Quercus Hamlin Awarded NSF Graduate Research Fellowship Program Grant
- Mar 29, 2017
Quercus Hamlin, undergraduate senior, has just received a National Science Foundation Graduate Research Fellowship Program (GRFP) grant. The award provides three years of support for graduate education over a five year period to students who have demonstrated their potential for significant research achievements in STEM or STEM education. The purpose of the award is to ensure the vitality and diversity of the scientific and engineering workforce of the United States by encouraging women, members of underrepresented minority groups, persons with disabilities, veterans, and undergraduate seniors to apply.
For Hamlin, this is an exciting achievement on several fronts. According to his mentor, Anthony Kendall, Research Scientist in the MSU Hydrolab, the success rate for landing one of these grants is about 8%. Hamlin’s proposal was chosen this year from over 13,000 applicants nation-wide. Even more impressive, it was one of 15 awarded at Michigan State University and the only one in Geosciences.
While still a senior in high school, Hamlin worked on the PalEON Project with Dr. Jason McLachlan at the University of Notre Dame. He started by digitizing witness trees from maps in ArcGIS and later moved onto other forms of data collection and processing. After transferring to MSU, Hamlin was recommended to Hydrolab by PhD student and former PalEON lab manager, Jill Dines. According to Kendall, Hamlin seemed like a good fit for the Hydrolab. “He was very good at figuring out tools and he knew how to work with really large data sets. Plus he was good at writing and executed his research well. That made him highly competitive.”

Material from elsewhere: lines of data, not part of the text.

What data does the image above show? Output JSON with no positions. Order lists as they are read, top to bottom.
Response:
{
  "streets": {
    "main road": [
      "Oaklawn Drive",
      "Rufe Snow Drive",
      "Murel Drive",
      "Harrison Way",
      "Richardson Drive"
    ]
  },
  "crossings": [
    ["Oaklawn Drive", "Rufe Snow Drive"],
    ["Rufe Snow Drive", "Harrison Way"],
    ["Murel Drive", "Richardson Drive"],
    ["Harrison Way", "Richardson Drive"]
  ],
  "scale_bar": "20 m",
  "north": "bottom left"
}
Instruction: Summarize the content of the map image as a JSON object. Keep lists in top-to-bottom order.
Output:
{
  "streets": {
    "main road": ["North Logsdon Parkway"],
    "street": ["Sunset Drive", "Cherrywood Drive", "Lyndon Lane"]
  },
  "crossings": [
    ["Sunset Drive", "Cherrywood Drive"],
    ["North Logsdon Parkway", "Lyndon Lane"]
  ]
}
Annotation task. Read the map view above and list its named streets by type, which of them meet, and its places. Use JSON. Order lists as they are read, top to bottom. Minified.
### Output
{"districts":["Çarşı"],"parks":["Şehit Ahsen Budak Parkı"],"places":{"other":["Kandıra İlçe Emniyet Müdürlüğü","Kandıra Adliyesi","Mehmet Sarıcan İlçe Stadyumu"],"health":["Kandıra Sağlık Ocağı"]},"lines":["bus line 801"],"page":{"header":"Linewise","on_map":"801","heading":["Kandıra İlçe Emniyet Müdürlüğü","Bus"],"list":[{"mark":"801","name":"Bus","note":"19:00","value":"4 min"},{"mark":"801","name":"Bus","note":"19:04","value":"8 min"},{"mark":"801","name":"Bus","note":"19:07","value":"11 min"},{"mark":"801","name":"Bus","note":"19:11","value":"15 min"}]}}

This past fall, Kendall and fellow researcher Sherry Martin encouraged Hamlin to consider applying for the GRFP. In Kendall’s opinion, “He seemed like he was ready for graduate level research.” Martin commented that his skills with big data really set him apart. “He’s been able to take it and break it up into achievable parts and continue to move forward.” Though Hamlin was reluctant at first, Martin and Kendall’s encouragement built his confidence and spurred him on to apply.
His proposal for the GRFP is an expansion on his current work with a nutrient loading model for the entire Great Lakes basin. By expanding this model to a continental scale, it could be used as a management resource to help limit excess nutrients that are causing harmful algae blooms like those in Lake Erie. According to Sherry Martin, “The combination of creativity and ability to pick up this coding and programing really quickly and his ideas with where to take it, are going to help him answer whatever questions he’s interested in.
Hamlin recently committed to Syracuse University where he will use the GRFP to pursue an MS in Environmental Engineering Science.